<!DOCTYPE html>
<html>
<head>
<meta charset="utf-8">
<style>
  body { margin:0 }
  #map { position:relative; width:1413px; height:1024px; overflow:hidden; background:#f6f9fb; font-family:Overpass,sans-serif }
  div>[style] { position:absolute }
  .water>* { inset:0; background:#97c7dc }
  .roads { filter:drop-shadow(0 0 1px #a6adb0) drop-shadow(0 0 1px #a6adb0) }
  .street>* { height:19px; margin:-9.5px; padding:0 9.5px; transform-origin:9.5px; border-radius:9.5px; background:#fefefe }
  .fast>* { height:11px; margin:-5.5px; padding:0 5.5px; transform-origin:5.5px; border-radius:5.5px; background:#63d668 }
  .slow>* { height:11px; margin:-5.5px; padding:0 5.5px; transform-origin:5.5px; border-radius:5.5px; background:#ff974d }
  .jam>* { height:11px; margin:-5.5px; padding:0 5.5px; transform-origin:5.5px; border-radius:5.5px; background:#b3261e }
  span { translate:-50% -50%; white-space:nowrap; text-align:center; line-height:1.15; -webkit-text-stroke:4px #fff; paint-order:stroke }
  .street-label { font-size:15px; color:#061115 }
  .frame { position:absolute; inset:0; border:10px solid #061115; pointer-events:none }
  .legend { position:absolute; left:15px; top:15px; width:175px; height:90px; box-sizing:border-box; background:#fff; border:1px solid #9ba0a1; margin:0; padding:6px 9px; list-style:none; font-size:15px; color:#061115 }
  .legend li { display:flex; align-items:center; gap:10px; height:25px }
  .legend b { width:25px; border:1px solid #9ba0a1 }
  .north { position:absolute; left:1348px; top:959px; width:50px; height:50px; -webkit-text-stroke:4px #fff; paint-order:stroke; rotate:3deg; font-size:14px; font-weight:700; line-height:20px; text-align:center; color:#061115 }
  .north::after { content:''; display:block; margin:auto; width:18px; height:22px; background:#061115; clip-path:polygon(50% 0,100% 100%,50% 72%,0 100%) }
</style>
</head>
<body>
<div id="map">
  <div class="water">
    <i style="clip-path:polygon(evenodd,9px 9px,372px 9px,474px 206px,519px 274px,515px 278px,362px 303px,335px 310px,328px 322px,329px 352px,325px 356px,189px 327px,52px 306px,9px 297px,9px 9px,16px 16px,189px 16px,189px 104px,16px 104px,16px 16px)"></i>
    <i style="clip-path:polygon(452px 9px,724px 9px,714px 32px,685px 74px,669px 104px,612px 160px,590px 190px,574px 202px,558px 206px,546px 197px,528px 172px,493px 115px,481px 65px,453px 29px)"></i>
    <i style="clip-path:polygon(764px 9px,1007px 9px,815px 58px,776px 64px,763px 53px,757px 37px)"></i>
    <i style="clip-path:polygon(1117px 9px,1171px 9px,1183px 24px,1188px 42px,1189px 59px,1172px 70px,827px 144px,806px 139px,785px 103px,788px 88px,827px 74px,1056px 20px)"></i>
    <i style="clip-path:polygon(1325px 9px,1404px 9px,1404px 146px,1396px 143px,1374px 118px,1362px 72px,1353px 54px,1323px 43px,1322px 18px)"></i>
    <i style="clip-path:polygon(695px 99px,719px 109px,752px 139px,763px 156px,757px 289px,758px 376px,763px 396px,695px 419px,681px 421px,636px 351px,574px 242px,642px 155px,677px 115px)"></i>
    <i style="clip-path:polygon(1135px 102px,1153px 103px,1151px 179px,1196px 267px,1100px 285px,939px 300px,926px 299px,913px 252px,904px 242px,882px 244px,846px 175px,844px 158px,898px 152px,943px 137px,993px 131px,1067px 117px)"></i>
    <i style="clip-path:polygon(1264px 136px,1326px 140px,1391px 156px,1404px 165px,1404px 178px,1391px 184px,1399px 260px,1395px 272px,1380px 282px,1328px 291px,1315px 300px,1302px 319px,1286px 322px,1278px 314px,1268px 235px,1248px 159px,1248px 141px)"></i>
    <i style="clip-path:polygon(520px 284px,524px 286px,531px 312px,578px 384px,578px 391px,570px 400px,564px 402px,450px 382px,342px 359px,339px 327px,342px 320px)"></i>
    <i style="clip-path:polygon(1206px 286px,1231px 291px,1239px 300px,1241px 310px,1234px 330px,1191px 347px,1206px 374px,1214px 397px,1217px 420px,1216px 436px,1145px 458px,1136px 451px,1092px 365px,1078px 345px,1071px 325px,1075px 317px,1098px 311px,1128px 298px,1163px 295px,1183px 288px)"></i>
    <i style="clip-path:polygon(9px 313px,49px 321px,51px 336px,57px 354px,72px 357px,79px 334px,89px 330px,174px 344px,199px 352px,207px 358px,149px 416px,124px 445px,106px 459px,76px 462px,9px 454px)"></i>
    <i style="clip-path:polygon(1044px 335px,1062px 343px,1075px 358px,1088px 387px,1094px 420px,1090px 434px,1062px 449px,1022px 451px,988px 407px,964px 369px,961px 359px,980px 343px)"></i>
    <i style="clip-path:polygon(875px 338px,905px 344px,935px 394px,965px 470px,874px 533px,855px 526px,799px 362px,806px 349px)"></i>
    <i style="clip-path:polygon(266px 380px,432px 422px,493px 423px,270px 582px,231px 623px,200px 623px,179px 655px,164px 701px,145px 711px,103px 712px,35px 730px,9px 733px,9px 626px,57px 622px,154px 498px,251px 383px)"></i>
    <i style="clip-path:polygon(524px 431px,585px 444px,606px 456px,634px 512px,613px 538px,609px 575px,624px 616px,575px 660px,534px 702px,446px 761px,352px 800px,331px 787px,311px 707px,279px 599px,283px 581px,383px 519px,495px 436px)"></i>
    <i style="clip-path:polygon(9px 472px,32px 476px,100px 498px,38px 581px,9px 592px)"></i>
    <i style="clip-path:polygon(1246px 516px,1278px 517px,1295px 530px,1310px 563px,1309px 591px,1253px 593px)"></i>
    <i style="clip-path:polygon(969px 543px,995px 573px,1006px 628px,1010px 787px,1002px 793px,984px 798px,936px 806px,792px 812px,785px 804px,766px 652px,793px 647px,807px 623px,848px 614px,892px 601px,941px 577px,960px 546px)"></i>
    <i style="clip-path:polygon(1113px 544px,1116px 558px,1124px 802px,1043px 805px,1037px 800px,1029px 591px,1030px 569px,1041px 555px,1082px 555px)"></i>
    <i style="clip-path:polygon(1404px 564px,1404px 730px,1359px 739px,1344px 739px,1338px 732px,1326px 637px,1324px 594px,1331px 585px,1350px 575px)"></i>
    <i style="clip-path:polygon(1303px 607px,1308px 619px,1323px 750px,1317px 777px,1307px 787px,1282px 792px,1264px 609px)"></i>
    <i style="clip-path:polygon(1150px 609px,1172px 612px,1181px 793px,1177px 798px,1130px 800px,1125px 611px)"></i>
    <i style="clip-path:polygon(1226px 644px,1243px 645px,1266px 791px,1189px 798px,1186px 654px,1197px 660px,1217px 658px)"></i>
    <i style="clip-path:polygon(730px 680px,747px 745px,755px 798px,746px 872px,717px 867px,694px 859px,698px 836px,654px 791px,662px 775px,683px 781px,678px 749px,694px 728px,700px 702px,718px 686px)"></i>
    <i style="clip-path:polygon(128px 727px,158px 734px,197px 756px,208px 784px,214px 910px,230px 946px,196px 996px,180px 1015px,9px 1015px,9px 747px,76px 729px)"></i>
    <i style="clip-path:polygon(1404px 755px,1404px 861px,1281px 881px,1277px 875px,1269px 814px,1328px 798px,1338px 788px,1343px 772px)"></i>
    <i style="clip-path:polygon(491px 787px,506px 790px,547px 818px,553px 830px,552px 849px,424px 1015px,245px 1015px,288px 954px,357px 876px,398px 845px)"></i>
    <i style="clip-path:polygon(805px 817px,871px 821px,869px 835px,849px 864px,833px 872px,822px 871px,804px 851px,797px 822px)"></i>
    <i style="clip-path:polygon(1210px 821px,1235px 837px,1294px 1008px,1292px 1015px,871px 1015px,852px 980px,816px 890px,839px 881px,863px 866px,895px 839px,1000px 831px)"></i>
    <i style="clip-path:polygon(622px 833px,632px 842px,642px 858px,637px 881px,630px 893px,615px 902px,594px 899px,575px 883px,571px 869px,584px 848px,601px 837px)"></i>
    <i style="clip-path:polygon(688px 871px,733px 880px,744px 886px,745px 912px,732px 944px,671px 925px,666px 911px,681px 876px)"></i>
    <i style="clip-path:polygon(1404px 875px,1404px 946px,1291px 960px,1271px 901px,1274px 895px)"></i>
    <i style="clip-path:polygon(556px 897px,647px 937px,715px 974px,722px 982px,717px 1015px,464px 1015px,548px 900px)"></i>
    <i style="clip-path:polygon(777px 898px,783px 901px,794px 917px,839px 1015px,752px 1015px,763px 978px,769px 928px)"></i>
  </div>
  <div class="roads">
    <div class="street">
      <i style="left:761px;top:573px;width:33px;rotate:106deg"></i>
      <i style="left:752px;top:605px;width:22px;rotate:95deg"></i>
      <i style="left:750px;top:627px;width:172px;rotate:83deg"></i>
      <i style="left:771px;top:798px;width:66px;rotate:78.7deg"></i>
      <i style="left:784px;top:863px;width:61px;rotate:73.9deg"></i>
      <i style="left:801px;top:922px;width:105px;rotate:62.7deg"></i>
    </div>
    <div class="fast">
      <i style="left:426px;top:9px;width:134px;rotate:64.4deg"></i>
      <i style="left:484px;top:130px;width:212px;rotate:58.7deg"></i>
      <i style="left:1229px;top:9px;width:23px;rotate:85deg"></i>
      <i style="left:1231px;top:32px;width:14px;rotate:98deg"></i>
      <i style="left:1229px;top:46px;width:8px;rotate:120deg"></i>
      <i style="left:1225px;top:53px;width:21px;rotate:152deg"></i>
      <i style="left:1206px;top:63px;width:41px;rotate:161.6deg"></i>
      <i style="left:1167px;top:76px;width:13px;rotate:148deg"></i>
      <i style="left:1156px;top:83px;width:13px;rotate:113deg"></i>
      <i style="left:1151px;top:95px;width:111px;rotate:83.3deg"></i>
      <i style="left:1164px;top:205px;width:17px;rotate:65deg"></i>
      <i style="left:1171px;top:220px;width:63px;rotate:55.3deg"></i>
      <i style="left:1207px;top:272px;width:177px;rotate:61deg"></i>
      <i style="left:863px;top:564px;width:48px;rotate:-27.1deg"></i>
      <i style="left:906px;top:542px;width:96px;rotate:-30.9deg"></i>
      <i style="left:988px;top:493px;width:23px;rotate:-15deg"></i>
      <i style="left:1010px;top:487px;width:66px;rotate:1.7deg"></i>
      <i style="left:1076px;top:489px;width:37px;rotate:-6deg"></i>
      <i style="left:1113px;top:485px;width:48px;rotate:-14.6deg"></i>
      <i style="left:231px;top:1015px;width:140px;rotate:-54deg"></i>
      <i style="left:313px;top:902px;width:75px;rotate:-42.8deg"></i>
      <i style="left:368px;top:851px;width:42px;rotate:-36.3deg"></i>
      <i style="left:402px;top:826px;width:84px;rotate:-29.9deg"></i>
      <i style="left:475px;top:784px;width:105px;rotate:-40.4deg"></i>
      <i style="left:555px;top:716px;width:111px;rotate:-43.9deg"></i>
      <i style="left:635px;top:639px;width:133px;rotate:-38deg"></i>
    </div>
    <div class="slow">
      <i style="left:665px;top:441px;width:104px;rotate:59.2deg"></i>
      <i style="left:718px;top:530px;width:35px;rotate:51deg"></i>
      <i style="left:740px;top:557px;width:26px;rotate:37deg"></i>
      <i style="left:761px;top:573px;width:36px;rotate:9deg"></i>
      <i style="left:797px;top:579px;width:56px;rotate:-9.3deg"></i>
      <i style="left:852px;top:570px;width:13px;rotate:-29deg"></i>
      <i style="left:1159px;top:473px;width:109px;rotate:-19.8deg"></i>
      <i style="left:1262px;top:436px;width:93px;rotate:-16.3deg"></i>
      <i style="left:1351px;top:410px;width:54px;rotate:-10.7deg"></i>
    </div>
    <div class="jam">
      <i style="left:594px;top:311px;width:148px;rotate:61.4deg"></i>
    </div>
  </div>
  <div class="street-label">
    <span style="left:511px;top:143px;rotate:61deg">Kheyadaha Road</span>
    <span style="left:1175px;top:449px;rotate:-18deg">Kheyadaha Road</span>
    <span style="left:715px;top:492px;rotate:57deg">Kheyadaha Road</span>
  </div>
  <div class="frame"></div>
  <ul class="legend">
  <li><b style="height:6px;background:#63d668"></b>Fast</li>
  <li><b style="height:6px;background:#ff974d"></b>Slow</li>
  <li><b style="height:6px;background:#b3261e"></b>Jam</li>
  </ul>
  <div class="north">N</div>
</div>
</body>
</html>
· · · ·
_Task instructions_. Where in the entries does the word "radius" occur? Copy out each line that has it.

_Response to the task_.
  .street>* { height:19px; margin:-9.5px; padding:0 9.5px; transform-origin:9.5px; border-radius:9.5px; background:#fefefe }
  .fast>* { height:11px; margin:-5.5px; padding:0 5.5px; transform-origin:5.5px; border-radius:5.5px; background:#63d668 }
  .slow>* { height:11px; margin:-5.5px; padding:0 5.5px; transform-origin:5.5px; border-radius:5.5px; background:#ff974d }
  .jam>* { height:11px; margin:-5.5px; padding:0 5.5px; transform-origin:5.5px; border-radius:5.5px; background:#b3261e }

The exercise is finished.